= INSTRUCTIONS FOR THE TASK =
The response should contain only those lines of the entries below that include the string "wash".

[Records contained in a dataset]
_ _ _

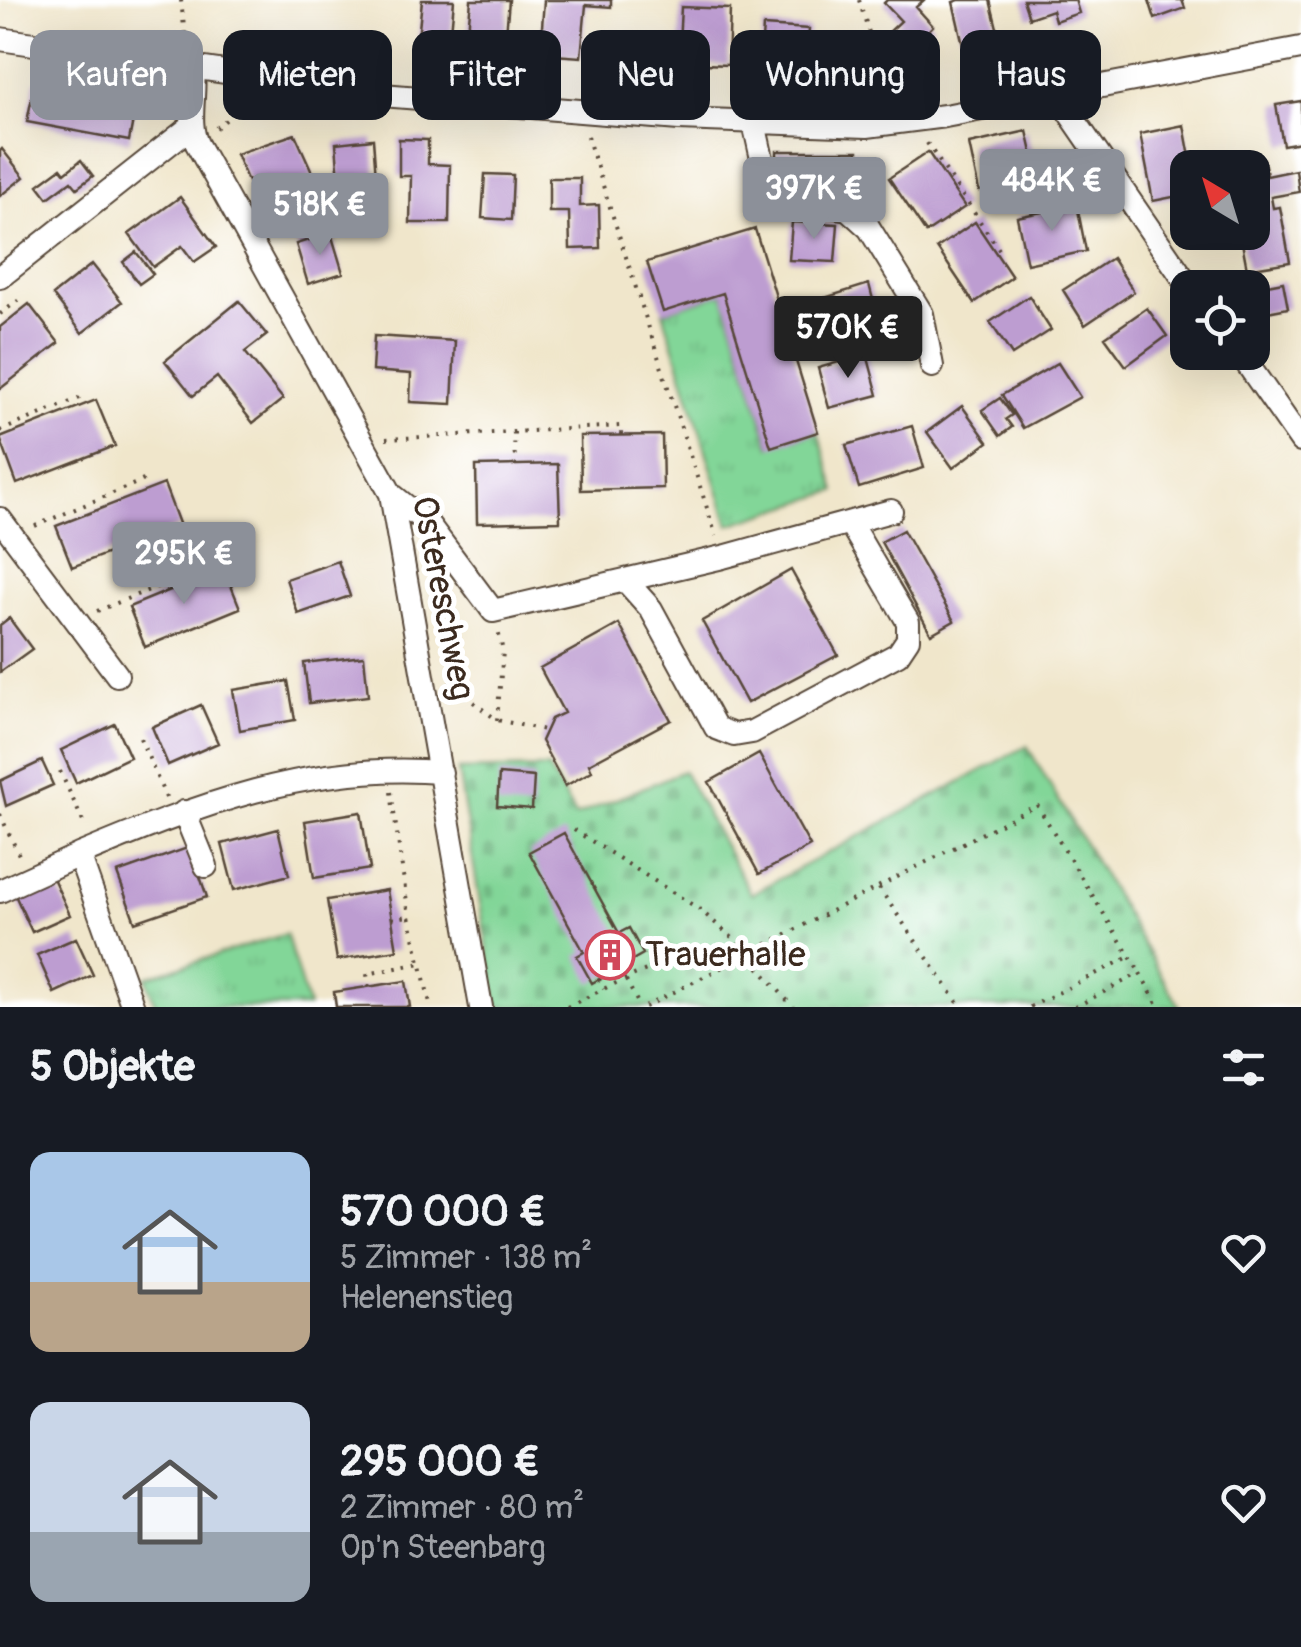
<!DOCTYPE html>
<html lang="de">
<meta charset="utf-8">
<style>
body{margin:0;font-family:Pangolin,sans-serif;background:#20242c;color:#f1f3f6;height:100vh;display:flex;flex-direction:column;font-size:38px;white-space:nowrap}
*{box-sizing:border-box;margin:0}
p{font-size:32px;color:#9ea1a6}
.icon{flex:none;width:55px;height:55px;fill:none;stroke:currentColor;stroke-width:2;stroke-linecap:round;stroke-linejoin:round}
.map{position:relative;height:1007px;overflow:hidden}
.details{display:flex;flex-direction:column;background:#171b24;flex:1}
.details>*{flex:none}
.hud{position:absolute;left:30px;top:30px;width:1242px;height:90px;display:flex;gap:20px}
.needle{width:65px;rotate:322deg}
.controls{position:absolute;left:1170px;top:150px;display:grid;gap:20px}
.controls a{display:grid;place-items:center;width:100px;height:100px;border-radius:20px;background:#171b24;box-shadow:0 10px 40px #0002;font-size:50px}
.price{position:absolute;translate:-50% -85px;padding:0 22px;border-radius:10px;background:#8c9099;color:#fff;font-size:32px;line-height:65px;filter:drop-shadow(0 2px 5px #0008)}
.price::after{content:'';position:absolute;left:50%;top:60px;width:30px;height:22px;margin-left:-15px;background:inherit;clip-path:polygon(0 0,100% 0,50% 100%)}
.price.active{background:#222;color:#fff}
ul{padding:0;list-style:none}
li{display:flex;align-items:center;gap:30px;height:250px;padding:0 30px}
li span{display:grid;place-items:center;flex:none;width:280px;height:200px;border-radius:20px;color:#555}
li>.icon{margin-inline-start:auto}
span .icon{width:120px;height:120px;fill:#fffc;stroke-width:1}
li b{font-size:42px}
h2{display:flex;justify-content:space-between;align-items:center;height:120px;padding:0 30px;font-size:42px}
.pill{padding:0 35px;border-radius:20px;background:#171b24;box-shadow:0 10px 40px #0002;font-size:35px;line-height:90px}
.pill.active{background:#8c9099;color:#fff}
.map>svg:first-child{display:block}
.cemetery{fill:url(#cemetery-stones);stroke:#5e805b;stroke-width:2.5}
.park{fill:url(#park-tufts);stroke:#5e805b;stroke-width:2.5}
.building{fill:#bd9dd1}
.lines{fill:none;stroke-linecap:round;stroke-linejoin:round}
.minor-casing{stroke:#564638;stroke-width:26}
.path{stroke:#564638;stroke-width:4;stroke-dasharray:2.5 8;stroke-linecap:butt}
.minor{stroke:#fff;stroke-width:22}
.labels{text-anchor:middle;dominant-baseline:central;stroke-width:10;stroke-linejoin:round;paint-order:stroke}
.street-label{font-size:35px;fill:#3b2a1e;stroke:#fff}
.poi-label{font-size:35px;fill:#3b2a1e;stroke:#fff;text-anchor:start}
</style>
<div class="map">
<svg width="1301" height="1007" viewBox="0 0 1301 1007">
<defs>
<pattern id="cemetery-stones" width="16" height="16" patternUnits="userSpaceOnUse" patternTransform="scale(2.5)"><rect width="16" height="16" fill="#82d698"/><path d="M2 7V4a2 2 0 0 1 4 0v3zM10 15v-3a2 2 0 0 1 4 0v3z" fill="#71b883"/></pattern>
<pattern id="park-tufts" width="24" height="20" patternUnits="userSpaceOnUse" patternTransform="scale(2.5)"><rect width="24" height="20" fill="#82d698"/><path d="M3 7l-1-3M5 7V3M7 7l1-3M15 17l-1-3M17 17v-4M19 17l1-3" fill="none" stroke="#71b883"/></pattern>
</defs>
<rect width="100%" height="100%" fill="#fff"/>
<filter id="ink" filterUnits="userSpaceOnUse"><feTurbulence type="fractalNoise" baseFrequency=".01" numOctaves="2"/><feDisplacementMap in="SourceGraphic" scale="20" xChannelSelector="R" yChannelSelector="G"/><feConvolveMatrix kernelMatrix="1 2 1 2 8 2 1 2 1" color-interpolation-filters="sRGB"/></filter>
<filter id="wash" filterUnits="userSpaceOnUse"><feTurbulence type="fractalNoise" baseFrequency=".0048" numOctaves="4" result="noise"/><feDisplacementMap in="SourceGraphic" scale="40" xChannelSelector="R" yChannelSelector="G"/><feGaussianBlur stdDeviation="2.25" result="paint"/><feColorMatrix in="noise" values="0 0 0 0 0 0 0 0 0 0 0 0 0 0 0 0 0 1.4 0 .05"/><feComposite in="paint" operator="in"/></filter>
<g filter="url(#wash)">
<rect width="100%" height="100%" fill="#f0e6cb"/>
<path class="cemetery" d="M 1027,746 L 1180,1007 L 497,1007 L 458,770 L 548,768 L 576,816 L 683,771 L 751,894 Z"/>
<path class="park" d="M 723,293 L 770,446 L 818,432 L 836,491 L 729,525 L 663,312 Z
M 286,934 L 308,1007 L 156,1007 L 146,977 Z"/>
<g id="blocks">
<path class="building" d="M 422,0 L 454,0 L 450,43 L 418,39 Z
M 471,0 L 509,0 L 506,34 L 468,31 Z
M 544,0 L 611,0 L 611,7 L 586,5 L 581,57 L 540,54 Z
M 887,0 L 924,0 L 916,7 L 933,26 L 922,37 L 930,45 L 914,59 L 889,32 L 901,21 L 884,3 Z
M 959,0 L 990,0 L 1003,52 L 967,62 L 953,2 Z
M 1023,0 L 1075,0 L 1079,13 L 1055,21 L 1052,10 L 1029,18 Z
M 1149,0 L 1182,0 L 1185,8 L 1155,19 Z
M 681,7 L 730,9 L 728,65 L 678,63 Z
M 763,26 L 809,29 L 806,70 L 760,67 Z
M 35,81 L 137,99 L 129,141 L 27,122 Z
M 1301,101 L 1301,142 L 1283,145 L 1276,105 Z
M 1184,125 L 1192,168 L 1188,168 L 1188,194 L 1153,201 L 1140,134 Z
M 1027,131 L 1038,178 L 979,191 L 969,144 Z
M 295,134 L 314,176 L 282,190 L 278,182 L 253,193 L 236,154 Z
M 373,139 L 376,177 L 339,180 L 336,143 Z
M 399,139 L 428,140 L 428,164 L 450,165 L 449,223 L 410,223 L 411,176 L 399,176 Z
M 2,149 L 24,177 L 0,196 L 0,151 Z
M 777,151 L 858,151 L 858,161 L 843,161 L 843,171 L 777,171 Z
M 928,152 L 965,207 L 926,233 L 889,178 Z
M 1264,159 L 1267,176 L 1296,170 L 1299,192 L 1271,197 L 1273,208 L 1280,207 L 1290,262 L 1247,269 L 1240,232 L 1252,232 L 1252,168 L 1228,166 Z
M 81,160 L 93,176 L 77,188 L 71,181 L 48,198 L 38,185 L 61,168 L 65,173 Z
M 485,174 L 513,175 L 511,220 L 482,218 Z
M 549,178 L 580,178 L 580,206 L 599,205 L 600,248 L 570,249 L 569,212 L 549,212 Z
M 180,197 L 216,247 L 194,262 L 182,246 L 153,267 L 129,234 Z
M 1077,205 L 1086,251 L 1027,264 L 1017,217 Z
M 792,222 L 838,224 L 835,262 L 789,260 Z
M 975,222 L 1012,277 L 974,303 L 937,248 Z
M 755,229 L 818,432 L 771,447 L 723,293 L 663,312 L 647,262 Z
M 331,233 L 343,273 L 308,284 L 296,244 Z
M 136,252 L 153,274 L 139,284 L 123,262 Z
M 1112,258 L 1134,292 L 1085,325 L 1063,290 Z
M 92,264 L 122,302 L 82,333 L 53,295 Z
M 1283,282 L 1288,308 L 1252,315 L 1252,288 Z
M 869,284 L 880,327 L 835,342 L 824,298 Z
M 1029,296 L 1051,330 L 1012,355 L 990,322 Z
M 239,301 L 267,335 L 245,352 L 283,399 L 253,423 L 217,377 L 193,396 L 165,361 Z
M 29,304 L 59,343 L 0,389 L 0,327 Z
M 1147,308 L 1167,336 L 1126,366 L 1105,337 Z
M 374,336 L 455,341 L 452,404 L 410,402 L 411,374 L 372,371 Z
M 867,354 L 878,395 L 829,408 L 818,368 Z
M 1058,363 L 1080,397 L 1023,428 L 1002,395 Z
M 1000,398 L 1012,415 L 1006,419 L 1012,427 L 1000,436 L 982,410 Z
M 96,400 L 115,446 L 17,484 L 0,438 Z
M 962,406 L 988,442 L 953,468 L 927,432 Z
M 912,426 L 924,468 L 859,488 L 846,445 Z
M 662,435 L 663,488 L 581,490 L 580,436 Z
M 558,464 L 560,521 L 477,523 L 476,466 Z
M 164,484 L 180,526 L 72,567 L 56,526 Z
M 903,530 L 954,621 L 931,634 L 881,542 Z
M 338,561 L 350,596 L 298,614 L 286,579 Z
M 224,568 L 240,608 L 145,647 L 129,607 Z
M 791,570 L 838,655 L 747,703 L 702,621 Z
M 9,618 L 32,649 L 0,672 L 0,625 Z
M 619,624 L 671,720 L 589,764 L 592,771 L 565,786 L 541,741 L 551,719 L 564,713 L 540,668 Z
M 364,656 L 368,696 L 309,703 L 304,663 Z
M 288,681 L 295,720 L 240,730 L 233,690 Z
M 201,705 L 218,743 L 168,765 L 152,727 Z
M 115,724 L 130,757 L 76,783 L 61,750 Z
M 759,754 L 810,846 L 759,874 L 709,782 Z
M 42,761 L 53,785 L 6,806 L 0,781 Z
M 499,774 L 534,777 L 532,809 L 497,806 Z
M 361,812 L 370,869 L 314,878 L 305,821 Z
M 278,829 L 289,875 L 234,890 L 222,844 Z
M 564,833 L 619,933 L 629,928 L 643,954 L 592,983 L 577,956 L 584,952 L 529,852 Z
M 190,847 L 207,897 L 135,922 L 117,873 Z
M 53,878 L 70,915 L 32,932 L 15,895 Z
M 387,890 L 397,950 L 337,960 L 327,900 Z
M 76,938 L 93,975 L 54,993 L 37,955 Z
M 406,981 L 410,1007 L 336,1007 L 334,992 Z"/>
</g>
</g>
<g filter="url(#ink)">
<use href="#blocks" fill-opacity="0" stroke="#564638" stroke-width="2.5"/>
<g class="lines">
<g class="minor-casing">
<path id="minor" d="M 0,39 L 382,95 L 679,119 L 867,126 L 945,116 L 1301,48
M 193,70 C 196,95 187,122 197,144 L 391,494 L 481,1007
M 1057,95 L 1190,288
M 754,123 L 766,177 L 777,190 L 792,200 L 848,209 L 869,228 L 922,314 L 932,366
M 0,277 L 189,128
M 1239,352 L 1301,441
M 391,494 L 428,524 L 493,611 L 723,557 L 891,511
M 0,519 L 117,675
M 625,580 L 651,609 L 716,728 L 734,735 L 752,732 L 898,654 L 908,639 L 908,622 L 851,525
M 184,812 L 206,866
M 0,891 L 79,855
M 133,1007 L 79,855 C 196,806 310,761 441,772"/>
</g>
<path class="path" d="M 181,0 L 186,45
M 859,0 L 890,101
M 216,128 L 251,99
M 587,136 L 716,536
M 927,143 L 1002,254
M 0,314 L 19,300
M 0,431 L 85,396
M 514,432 L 515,466
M 386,439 L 621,426 L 621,436
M 35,526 L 146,479
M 97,611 L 213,564
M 448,683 L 497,720 L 544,730
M 497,720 L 503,651 L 498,631
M 140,738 L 166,798
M 60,771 L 85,826
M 391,792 L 409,916 L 431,1007
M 0,814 L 19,855
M 574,830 L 699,909 L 735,940 L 793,1007
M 879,888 L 961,1007
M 392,919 L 407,916
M 599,979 L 604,989
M 626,980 L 640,1007
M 369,987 L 367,974 L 421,963
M 567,1007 C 624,979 673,951 738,954
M 645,1007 L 1037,805 L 1140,973
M 1030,1007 L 1129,957
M 1075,1007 L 1140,973 L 1159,1007"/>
<use href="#minor" class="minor"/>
</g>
</g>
<defs>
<g id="building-ring" transform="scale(2.5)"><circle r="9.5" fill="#fff" stroke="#d1495b" stroke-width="1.5"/><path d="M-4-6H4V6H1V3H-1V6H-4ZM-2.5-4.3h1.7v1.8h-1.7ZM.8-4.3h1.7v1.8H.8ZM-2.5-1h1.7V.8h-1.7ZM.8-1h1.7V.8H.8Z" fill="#d1495b"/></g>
</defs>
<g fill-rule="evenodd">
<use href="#building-ring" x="610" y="955"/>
</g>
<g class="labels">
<g class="street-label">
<text transform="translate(443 598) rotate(79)">Ostereschweg</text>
</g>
<g class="poi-label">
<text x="645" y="955">Trauerhalle</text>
</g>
</g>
</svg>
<div class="controls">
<a><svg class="needle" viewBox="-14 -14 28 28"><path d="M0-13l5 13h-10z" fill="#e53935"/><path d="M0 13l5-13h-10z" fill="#9ea1a6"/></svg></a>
<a><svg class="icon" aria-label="locate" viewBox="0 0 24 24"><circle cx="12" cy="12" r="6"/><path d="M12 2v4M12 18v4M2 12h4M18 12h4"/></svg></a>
</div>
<b class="price" style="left:1052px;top:234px">484K €</b>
<b class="price" style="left:814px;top:242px">397K €</b>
<b class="price" style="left:320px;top:258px">518K €</b>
<b class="price active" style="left:848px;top:381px">570K €</b>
<b class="price" style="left:184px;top:607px">295K €</b>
<div class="hud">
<a class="pill active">Kaufen</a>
<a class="pill">Mieten</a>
<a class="pill">Filter</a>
<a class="pill">Neu</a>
<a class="pill">Wohnung</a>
<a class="pill">Haus</a>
</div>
</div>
<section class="details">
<h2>5 Objekte<svg class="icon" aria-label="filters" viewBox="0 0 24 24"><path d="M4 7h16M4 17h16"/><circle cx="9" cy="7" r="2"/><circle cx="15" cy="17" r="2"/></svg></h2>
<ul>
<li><span style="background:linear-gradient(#a9c7e8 65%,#b9a48a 0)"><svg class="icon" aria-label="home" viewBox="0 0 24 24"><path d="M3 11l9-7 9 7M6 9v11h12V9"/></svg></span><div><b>570 000 €</b><p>5 Zimmer · 138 m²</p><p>Helenenstieg</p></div><svg class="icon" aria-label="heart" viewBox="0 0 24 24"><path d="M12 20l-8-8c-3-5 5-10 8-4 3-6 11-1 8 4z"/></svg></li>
<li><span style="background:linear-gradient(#c9d6e8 65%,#9aa5b1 0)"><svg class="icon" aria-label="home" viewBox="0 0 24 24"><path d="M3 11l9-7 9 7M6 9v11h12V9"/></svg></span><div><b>295 000 €</b><p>2 Zimmer · 80 m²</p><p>Op'n Steenbarg</p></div><svg class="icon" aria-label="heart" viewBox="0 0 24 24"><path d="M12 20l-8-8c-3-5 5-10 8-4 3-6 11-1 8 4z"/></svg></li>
</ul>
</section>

_ _ _

= FINISHED TASK =
<filter id="wash" filterUnits="userSpaceOnUse"><feTurbulence type="fractalNoise" baseFrequency=".0048" numOctaves="4" result="noise"/><feDisplacementMap in="SourceGraphic" scale="40" xChannelSelector="R" yChannelSelector="G"/><feGaussianBlur stdDeviation="2.25" result="paint"/><feColorMatrix in="noise" values="0 0 0 0 0 0 0 0 0 0 0 0 0 0 0 0 0 1.4 0 .05"/><feComposite in="paint" operator="in"/></filter>
<g filter="url(#wash)">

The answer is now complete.